The assemblyman was one of the elected officials who participated in a recent conference call with top Cuomo aide Melissa DeRosa. In that call, she effectively admitted that the office withheld information out of fear of a probe by the Trump administration’s Department of Justice.
In a Feb. 11 report by the New York Post detailing that phone call, Kim excoriated Cuomo for his handling of the situation.
Later the same day, Kim said that he was at home with his family when the governor called to insist that he play along with the official narrative of the scandal.
“He attacked me”
“You have not seen my wrath,” the governor allegedly said, according to the Post. “I have been biting my tongue for months. I can tell the whole world what a bad person you are and you will be finished. You will be destroyed.”

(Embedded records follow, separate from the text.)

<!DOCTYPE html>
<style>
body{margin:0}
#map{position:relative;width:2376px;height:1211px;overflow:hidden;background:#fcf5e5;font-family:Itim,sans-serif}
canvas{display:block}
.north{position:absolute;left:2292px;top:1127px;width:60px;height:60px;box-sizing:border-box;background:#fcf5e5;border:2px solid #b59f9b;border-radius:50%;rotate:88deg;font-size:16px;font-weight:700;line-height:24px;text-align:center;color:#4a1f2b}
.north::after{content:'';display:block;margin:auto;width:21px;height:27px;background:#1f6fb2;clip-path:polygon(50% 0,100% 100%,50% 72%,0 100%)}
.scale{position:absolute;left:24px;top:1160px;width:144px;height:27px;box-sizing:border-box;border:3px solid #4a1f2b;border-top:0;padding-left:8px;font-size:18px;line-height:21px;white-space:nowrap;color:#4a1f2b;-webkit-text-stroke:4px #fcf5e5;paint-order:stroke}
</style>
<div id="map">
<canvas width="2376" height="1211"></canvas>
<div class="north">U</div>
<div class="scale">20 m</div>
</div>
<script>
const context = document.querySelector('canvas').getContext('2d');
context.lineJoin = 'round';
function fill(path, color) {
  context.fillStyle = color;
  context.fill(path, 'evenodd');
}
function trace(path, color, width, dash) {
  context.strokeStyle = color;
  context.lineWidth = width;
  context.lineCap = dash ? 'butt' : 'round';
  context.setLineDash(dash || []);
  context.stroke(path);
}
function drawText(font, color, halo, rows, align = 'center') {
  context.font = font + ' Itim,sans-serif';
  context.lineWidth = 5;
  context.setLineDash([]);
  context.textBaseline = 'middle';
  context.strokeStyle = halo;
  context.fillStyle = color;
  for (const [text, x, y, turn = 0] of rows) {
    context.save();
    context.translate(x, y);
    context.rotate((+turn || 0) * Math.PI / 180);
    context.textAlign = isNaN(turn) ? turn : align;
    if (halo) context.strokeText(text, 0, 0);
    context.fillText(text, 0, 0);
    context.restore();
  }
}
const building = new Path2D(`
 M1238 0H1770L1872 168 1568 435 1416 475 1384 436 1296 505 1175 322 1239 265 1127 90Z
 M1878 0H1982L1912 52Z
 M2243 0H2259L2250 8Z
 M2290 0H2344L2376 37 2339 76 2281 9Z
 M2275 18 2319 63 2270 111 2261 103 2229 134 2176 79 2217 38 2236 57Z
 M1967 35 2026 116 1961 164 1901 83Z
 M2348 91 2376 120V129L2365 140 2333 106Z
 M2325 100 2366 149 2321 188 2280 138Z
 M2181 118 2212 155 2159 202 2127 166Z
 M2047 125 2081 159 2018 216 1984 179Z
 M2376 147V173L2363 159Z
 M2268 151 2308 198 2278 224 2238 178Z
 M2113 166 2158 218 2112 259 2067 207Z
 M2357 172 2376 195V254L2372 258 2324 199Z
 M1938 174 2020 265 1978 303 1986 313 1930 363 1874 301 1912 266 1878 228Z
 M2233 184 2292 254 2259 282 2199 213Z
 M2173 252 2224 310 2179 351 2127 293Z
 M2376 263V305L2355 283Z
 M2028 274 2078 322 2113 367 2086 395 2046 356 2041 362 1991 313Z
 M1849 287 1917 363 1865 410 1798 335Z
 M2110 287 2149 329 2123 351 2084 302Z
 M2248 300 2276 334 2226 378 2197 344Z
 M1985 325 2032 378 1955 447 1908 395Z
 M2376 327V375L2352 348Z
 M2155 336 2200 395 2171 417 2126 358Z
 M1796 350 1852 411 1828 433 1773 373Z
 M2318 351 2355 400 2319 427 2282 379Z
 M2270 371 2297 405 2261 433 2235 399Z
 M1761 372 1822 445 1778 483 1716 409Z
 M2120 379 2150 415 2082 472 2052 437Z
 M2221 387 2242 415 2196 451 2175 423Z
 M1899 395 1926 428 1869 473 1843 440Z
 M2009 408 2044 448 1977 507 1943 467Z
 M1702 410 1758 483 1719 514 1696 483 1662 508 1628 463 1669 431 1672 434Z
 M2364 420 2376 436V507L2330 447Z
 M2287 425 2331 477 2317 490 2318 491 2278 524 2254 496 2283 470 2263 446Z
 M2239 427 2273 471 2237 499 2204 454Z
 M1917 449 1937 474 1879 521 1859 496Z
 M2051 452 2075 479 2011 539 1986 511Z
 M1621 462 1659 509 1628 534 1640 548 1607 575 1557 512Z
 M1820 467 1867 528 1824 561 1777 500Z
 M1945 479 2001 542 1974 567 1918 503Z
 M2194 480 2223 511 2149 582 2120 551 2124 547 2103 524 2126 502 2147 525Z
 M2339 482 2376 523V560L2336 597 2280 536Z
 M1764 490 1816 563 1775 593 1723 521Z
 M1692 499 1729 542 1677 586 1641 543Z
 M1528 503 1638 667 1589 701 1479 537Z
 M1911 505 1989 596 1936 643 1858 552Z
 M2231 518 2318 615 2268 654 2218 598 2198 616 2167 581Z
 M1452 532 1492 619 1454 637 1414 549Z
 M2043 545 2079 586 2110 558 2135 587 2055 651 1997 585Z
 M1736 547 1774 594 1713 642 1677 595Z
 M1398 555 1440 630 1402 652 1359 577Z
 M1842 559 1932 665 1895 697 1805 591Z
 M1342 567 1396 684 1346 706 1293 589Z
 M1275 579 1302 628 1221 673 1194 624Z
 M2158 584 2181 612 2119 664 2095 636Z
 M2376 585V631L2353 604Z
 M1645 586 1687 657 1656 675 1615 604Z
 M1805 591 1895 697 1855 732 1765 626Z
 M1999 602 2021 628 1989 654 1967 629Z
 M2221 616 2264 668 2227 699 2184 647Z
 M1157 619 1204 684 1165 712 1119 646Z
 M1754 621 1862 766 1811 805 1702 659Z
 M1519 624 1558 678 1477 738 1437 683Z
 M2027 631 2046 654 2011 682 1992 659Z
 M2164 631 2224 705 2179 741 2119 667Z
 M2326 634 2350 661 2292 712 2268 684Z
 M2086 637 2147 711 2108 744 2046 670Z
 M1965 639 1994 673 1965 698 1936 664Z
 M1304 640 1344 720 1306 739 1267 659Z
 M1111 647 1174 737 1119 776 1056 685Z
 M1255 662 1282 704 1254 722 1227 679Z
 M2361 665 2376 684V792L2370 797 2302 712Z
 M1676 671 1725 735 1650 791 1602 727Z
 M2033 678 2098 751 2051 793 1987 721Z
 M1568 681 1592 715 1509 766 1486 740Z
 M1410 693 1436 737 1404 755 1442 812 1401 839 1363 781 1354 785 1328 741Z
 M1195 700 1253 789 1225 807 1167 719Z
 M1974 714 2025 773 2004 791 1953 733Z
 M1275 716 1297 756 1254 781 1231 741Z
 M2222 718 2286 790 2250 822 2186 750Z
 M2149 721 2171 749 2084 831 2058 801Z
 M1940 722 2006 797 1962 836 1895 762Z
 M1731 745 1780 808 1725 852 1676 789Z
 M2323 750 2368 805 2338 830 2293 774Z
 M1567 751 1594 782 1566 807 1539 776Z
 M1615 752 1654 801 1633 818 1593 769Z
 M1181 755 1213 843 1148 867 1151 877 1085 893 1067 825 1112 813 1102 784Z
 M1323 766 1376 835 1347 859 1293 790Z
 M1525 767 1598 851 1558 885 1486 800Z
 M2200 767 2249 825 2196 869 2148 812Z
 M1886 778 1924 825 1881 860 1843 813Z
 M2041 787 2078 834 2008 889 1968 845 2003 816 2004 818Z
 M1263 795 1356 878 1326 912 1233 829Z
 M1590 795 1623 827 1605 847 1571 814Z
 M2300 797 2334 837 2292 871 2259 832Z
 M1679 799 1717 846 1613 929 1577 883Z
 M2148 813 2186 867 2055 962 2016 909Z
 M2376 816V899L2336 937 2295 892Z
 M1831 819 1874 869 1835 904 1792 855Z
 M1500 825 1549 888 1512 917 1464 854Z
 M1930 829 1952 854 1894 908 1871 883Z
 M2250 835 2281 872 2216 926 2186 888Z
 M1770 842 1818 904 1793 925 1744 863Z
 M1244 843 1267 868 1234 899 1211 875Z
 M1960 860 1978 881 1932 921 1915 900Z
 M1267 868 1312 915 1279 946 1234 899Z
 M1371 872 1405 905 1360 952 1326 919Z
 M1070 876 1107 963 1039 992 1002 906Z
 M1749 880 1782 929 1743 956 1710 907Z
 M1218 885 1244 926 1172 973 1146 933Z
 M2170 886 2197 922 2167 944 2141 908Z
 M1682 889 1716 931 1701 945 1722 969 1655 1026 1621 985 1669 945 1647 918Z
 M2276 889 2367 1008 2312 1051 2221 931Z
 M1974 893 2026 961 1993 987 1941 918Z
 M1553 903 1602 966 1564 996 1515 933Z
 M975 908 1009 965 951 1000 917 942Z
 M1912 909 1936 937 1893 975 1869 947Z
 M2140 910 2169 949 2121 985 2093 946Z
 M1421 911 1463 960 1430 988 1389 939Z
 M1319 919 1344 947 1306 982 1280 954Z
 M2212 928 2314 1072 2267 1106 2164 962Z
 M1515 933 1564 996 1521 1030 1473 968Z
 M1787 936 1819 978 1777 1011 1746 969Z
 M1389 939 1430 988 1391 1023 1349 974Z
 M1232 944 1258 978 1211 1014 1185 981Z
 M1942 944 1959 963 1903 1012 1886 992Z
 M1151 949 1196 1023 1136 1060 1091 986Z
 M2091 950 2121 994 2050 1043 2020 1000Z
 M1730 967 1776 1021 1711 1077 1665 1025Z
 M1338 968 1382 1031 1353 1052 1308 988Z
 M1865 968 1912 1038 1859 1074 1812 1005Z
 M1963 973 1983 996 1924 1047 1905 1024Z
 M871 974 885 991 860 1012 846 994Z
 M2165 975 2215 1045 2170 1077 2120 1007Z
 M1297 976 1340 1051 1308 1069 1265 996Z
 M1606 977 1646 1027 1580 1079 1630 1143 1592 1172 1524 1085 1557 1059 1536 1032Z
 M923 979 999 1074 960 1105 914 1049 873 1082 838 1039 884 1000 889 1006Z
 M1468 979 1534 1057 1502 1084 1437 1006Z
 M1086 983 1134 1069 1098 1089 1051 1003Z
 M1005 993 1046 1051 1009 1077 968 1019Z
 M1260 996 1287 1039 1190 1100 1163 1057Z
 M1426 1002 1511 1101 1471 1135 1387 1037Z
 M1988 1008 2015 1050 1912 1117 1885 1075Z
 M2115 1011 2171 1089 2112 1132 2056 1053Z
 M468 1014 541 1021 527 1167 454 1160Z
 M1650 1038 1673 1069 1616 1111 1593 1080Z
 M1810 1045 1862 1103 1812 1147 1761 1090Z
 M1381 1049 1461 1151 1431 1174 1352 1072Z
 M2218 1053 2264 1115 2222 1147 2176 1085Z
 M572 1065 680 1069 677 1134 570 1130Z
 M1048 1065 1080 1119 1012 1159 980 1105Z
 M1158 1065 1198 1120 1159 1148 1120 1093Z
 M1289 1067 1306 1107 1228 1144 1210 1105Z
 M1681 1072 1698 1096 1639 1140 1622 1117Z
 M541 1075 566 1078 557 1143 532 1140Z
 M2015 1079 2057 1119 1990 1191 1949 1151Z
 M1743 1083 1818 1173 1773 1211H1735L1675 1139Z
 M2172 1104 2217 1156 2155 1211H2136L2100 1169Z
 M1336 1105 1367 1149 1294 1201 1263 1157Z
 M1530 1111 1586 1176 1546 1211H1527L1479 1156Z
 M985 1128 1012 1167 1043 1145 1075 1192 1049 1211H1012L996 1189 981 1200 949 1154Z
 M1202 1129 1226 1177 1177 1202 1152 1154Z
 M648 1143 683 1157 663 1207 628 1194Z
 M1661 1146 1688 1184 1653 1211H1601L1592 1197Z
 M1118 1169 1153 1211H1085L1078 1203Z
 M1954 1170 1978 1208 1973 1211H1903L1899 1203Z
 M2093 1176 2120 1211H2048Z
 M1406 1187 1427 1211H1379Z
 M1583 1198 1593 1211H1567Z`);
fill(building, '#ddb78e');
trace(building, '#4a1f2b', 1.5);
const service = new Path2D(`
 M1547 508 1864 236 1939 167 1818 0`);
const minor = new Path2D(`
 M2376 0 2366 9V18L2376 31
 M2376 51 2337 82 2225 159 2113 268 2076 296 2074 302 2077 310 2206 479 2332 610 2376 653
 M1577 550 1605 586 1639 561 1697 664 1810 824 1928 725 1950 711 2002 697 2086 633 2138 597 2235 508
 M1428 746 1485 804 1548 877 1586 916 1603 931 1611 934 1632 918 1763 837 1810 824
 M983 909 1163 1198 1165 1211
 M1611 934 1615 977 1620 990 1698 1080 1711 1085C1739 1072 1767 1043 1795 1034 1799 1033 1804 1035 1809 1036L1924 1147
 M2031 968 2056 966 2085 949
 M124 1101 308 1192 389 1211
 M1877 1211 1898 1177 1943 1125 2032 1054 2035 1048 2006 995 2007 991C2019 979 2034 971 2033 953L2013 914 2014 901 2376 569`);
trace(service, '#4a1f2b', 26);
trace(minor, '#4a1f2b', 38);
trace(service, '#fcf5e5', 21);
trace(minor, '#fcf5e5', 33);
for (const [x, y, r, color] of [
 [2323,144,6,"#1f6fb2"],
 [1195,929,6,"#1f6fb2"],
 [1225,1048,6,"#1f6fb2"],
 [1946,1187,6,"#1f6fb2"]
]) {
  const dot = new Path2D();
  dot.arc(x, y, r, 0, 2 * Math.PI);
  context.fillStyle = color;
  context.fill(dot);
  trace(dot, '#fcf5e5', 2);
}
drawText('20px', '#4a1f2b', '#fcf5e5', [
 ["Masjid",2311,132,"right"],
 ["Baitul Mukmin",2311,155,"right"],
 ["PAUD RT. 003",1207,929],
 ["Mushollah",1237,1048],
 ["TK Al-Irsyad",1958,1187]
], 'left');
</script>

According to Kim, his wife “could hear the governor yelling into the phone.” He said that she was so frightened that she “didn’t sleep at all” that night.
In subsequent days, Cuomo allegedly tried to contact Kim by phone several more times.
As the state lawmaker alleged, Cuomo requested that he publicly state that DeRosa “said there was a federal investigation and they had to deal with that first,” which aligns with the governor’s rhetoric about a comparatively benign “delay” by his office in releasing the data.
Cuomo, who earned widespread praise for his frequent news conferences early on in the pandemic, is now attempting to distance himself from the latest backlash. As for Kim’s allegations, he said: “I didn’t say anything about Assemblyman Ron Kim. He attacked me. He attacked me and said that I obstructed justice in a letter.”